Today, women are the majority of students in law schools. As a young lawyer, when I told a colleague that I might want to practice courtroom law, he replied that, that was impossible, because I didn’t have a wife. … Read more of her speech on “WOMEN’S RIGHTS: Mary Louise Smith Lecture at the Catt Center for Women and Politics,” Iowa State University, October 24, 2007
Perhaps that is why she spoke out so courageously — with such rich anger — for women in Beijing in 1995:
“HILLARY CLINTON, IN CHINA, DETAILS ABUSE OF WOMEN“:
Speaking more forcefully on human rights than any American dignitary has on Chinese soil, Hillary Rodham Clinton catalogued a devastating litany of abuse that has afflicted women around the world today and criticized China for seeking to limit free and open discussion of women’s issues here.
“It is time for us to say here in Beijing, and the world to hear, that it is no longer acceptable to discuss women’s rights as separate from human rights,” Mrs. Clinton told the Fourth World Conference on Women assembled here.
“It is a violation of human rights when babies are denied food, or drowned, or suffocated, or their spines broken, simply because they are born girls,” Mrs.
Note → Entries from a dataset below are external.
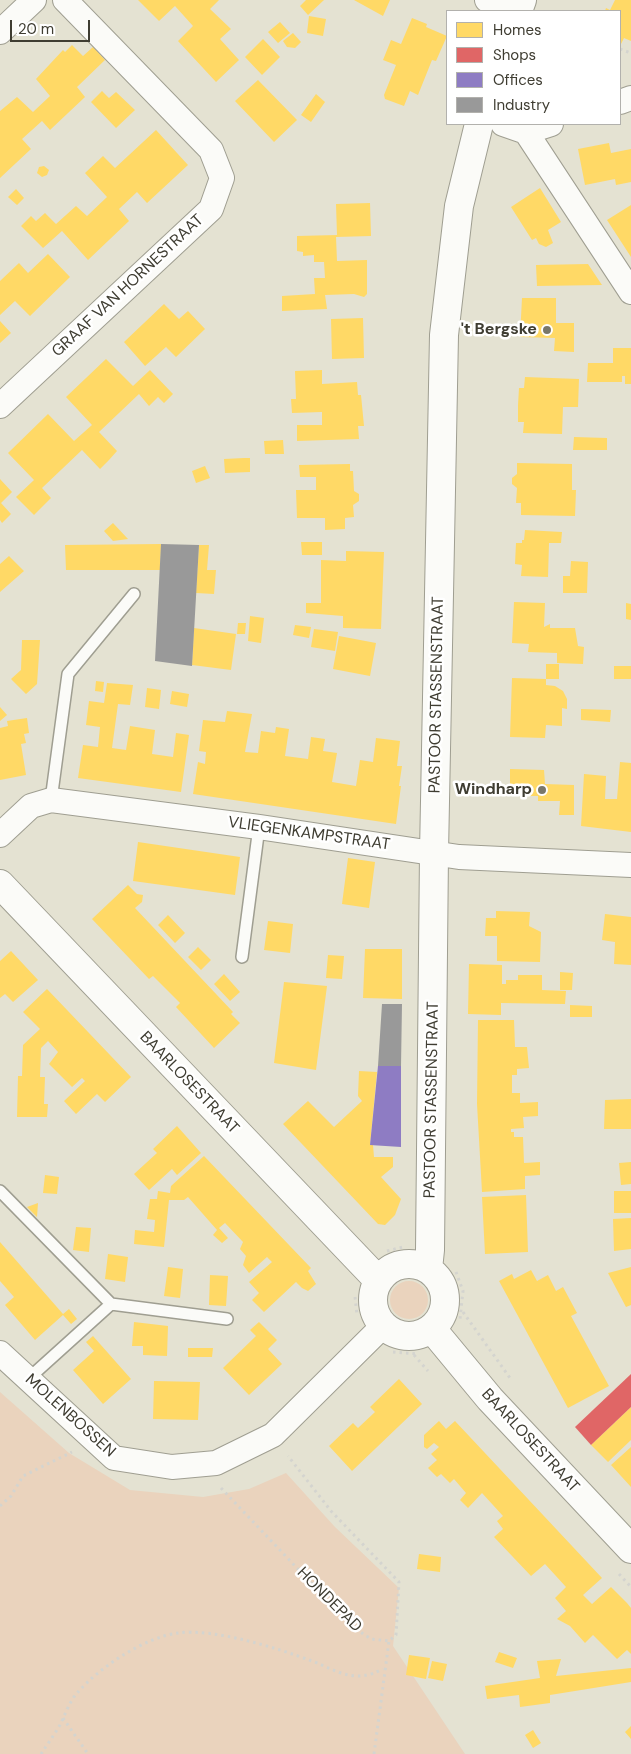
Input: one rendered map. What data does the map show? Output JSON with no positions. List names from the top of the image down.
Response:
{
  "streets": {
    "street": [
      "GRAAF VAN HORNESTRAAT",
      "PASTOOR STASSENSTRAAT",
      "VLIEGENKAMPSTRAAT",
      "BAARLOSESTRAAT",
      "MOLENBOSSEN"
    ],
    "path": ["HONDEPAD"]
  },
  "crossings": [
    ["PASTOOR STASSENSTRAAT", "VLIEGENKAMPSTRAAT"],
    ["MOLENBOSSEN", "HONDEPAD"]
  ],
  "places": ["'t Bergske", "Windharp"],
  "legend": [
    "Homes",
    "Shops",
    "Offices",
    "Industry"
  ],
  "scale_bar": "20 m"
}
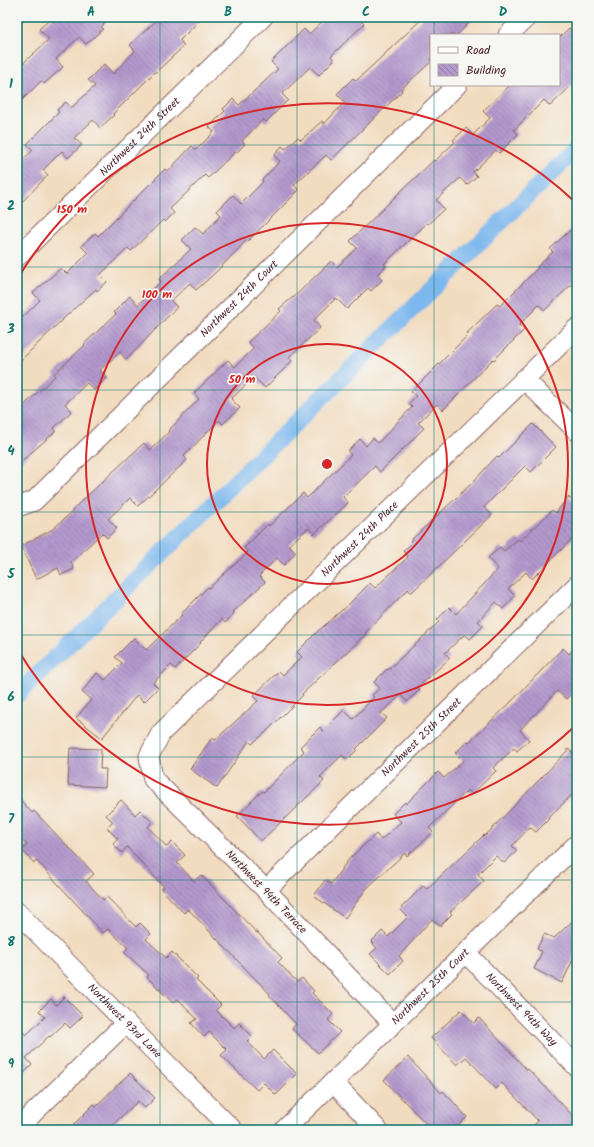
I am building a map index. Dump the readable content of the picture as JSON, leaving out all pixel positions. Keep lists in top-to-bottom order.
{
  "streets": {
    "street": [
      "Northwest 24th Street",
      "Northwest 24th Court",
      "Northwest 24th Place",
      "Northwest 25th Street",
      "Northwest 94th Terrace",
      "Northwest 25th Court",
      "Northwest 94th Way",
      "Northwest 93rd Lane"
    ]
  },
  "crossings": [
    ["Northwest 24th Place", "Northwest 94th Terrace"],
    ["Northwest 25th Street", "Northwest 94th Terrace"],
    ["Northwest 94th Terrace", "Northwest 25th Court"],
    ["Northwest 25th Court", "Northwest 94th Way"]
  ],
  "legend": ["Road", "Building"],
  "grid": {
    "columns": [
      "A",
      "B",
      "C",
      "D"
    ],
    "rows": [
      "1",
      "2",
      "3",
      "4",
      "5",
      "6",
      "7",
      "8",
      "9"
    ]
  },
  "rings": ["150 m", "100 m", "50 m"]
}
Clinton said, or “when women and girls are sold into slavery or prostitution for human greed.
“It is a violation of human rights when women are doused with gasoline, set on fire and burned to death because their marriage dowries are deemed too small” she continued, or “when thousands of women are raped in their own communities and when thousands of women are subjected to rape as a tactic or prize of war.”
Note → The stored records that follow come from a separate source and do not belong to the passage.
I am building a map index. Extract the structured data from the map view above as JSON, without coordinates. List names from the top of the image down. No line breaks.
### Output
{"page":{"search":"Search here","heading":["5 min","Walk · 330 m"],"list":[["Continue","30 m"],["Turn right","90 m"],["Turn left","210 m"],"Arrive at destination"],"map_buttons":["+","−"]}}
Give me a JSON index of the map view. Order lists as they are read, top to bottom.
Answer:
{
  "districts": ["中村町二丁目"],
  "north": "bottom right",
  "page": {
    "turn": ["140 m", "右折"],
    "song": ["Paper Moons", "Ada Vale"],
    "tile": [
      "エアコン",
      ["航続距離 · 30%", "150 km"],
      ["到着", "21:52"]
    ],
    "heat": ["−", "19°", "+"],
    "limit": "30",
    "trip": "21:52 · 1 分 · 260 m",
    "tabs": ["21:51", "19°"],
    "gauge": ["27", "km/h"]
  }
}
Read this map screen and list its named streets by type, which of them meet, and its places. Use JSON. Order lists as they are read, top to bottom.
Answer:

While her comments concerned abuses that have taken place around the world — the burning of brides occurs in India for example, and rape has most recently been a tactic of war in Bosnia — her words took on a special resonance here in China, where the Administration has muted its public criticism of human rights abuses and is struggling to patch up frayed political relations.
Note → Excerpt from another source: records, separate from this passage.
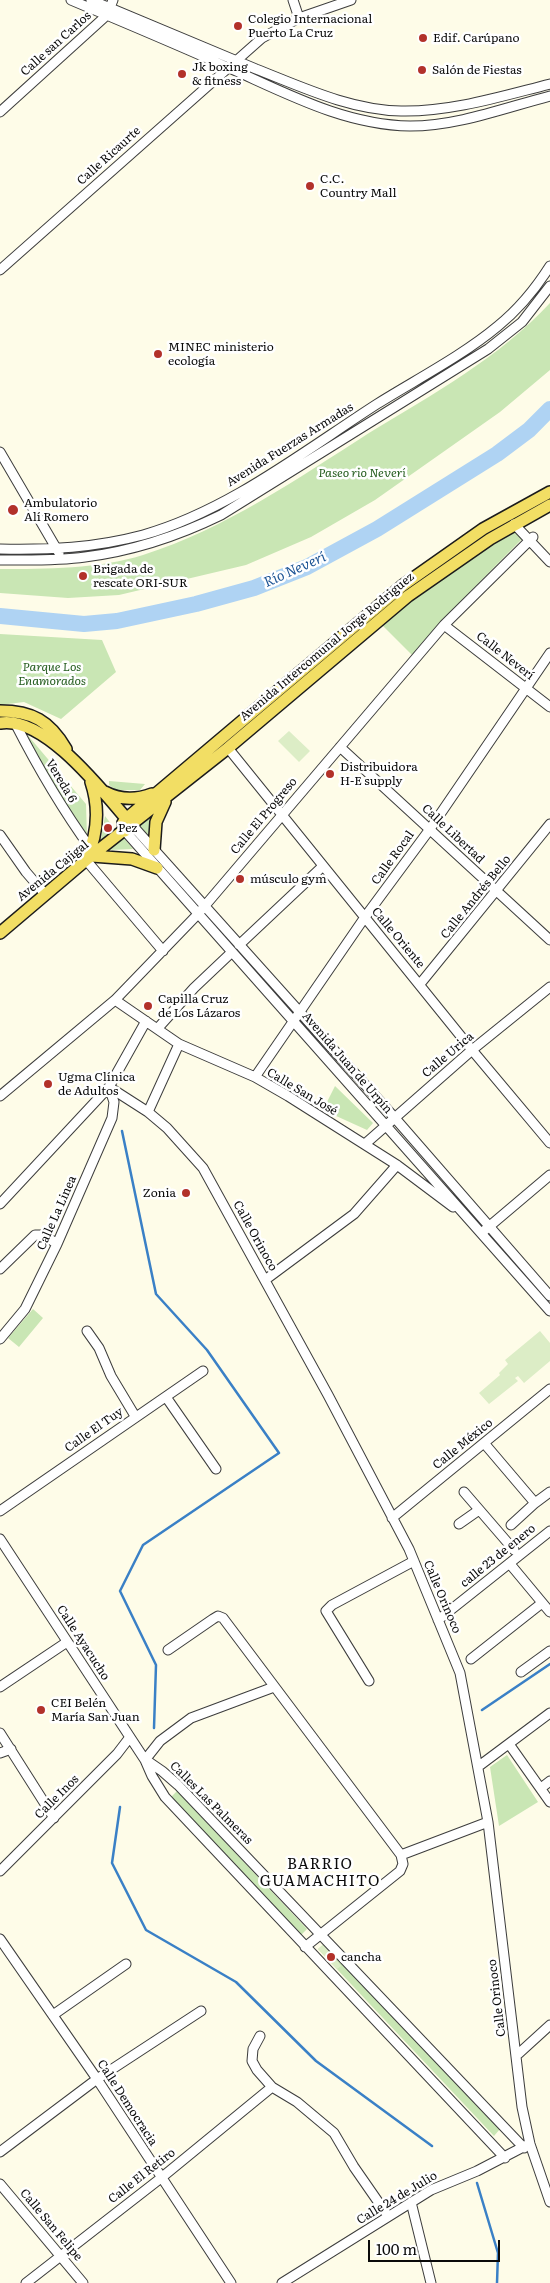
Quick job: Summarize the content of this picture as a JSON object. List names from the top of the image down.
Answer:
{
  "streets": {
    "main road": ["Avenida Intercomunal Jorge Rodriguez", "Avenida Cajigal"],
    "street": [
      "Calle san Carlos",
      "Calle Ricaurte",
      "Avenida Fuerzas Armadas",
      "Calle Neverí",
      "Vereda 6",
      "Calle El Progreso",
      "Calle Libertad",
      "Calle Rocal",
      "Calle Andrés Bello",
      "Calle Oriente",
      "Calle Urica",
      "Avenida Juan de Urpín",
      "Calle San José",
      "Calle La Linea",
      "Calle Orinoco",
      "Calle El Tuy",
      "Calle México",
      "calle 23 de enero",
      "Calle Ayacucho",
      "Calle Inos",
      "Calles Las Palmeras",
      "Calle Democracia",
      "Calle El Retiro",
      "Calle 24 de Julio",
      "Calle San Felipe"
    ]
  },
  "crossings": [
    ["Avenida Intercomunal Jorge Rodriguez", "Avenida Cajigal"],
    ["Avenida Intercomunal Jorge Rodriguez", "Calle Oriente"],
    ["Avenida Intercomunal Jorge Rodriguez", "Avenida Juan de Urpín"],
    ["Calle Neverí", "Calle El Progreso"],
    ["Calle Neverí", "Calle Rocal"],
    ["Vereda 6", "Calle El Progreso"],
    ["Vereda 6", "Avenida Cajigal"],
    ["Calle El Progreso", "Calle Libertad"],
    ["Calle El Progreso", "Calle Oriente"],
    ["Calle El Progreso", "Avenida Juan de Urpín"],
    ["Calle El Progreso", "Calle San José"],
    ["Calle Libertad", "Calle Rocal"],
    ["Calle Libertad", "Calle Andrés Bello"],
    ["Calle Rocal", "Calle Oriente"],
    ["Calle Rocal", "Avenida Juan de Urpín"],
    ["Calle Rocal", "Calle San José"],
    ["Avenida Cajigal", "Avenida Juan de Urpín"],
    ["Calle Andrés Bello", "Calle Oriente"],
    ["Calle Oriente", "Calle Urica"],
    ["Calle Urica", "Avenida Juan de Urpín"],
    ["Calle Urica", "Calle San José"],
    ["Avenida Juan de Urpín", "Calle San José"],
    ["Calle La Linea", "Calle Orinoco"],
    ["Calle Orinoco", "Calle México"],
    ["Calle Orinoco", "calle 23 de enero"],
    ["Calle Orinoco", "Calles Las Palmeras"],
    ["Calle Orinoco", "Calle 24 de Julio"],
    ["Calle Ayacucho", "Calle Inos"],
    ["Calle Ayacucho", "Calles Las Palmeras"],
    ["Calles Las Palmeras", "Calle 24 de Julio"],
    ["Calle Democracia", "Calle El Retiro"],
    ["Calle El Retiro", "Calle San Felipe"]
  ],
  "districts": ["BARRIO GUAMACHITO"],
  "water": ["Río Neverí"],
  "parks": ["Paseo rio Neverí", "Parque Los Enamorados"],
  "places": [
    "Colegio Internacional Puerto La Cruz",
    "Edif. Carúpano",
    "Salón de Fiestas",
    "Jk boxing & fitness",
    "C.C. Country Mall",
    "MINEC ministerio ecología",
    "Ambulatorio Alí Romero",
    "Brigada de rescate ORI-SUR",
    "Distribuidora H-E supply",
    "Pez",
    "músculo gym",
    "Capilla Cruz de Los Lázaros",
    "Ugma Clínica de Adultos",
    "Zonia",
    "CEI Belén María San Juan",
    "cancha"
  ],
  "scale_bar": "100 m"
}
China has been widely criticized for forcing women to be sterilized or have abortions as part of its policy of one child per family, and there are wide reports of female infanticide by parents who want a son. [...]
Mrs. Clinton’s gravity and directness seemed to please both Democratic and Republican members of the United States delegation here, and thus the speech may trump the political disputes that have plagued both Mrs. Clinton’s decision to travel here and the Administration’s approach to China.
She delivered her remarks after joining hundreds of delegates in a morning workshop on “women and health security.”
Addressing the full conference in the afternoon, Mrs. Clinton expanded on a theme that Pakistan’s Prime Minister, Benazir Bhutto, raised on Monday when she told the delegates that violence against women thrives when there is a “crisis of silence and acquiescence.”
As Mrs. Clinton recited her litany from the podium, many delegates applauded, some cheered and others pounded the tables.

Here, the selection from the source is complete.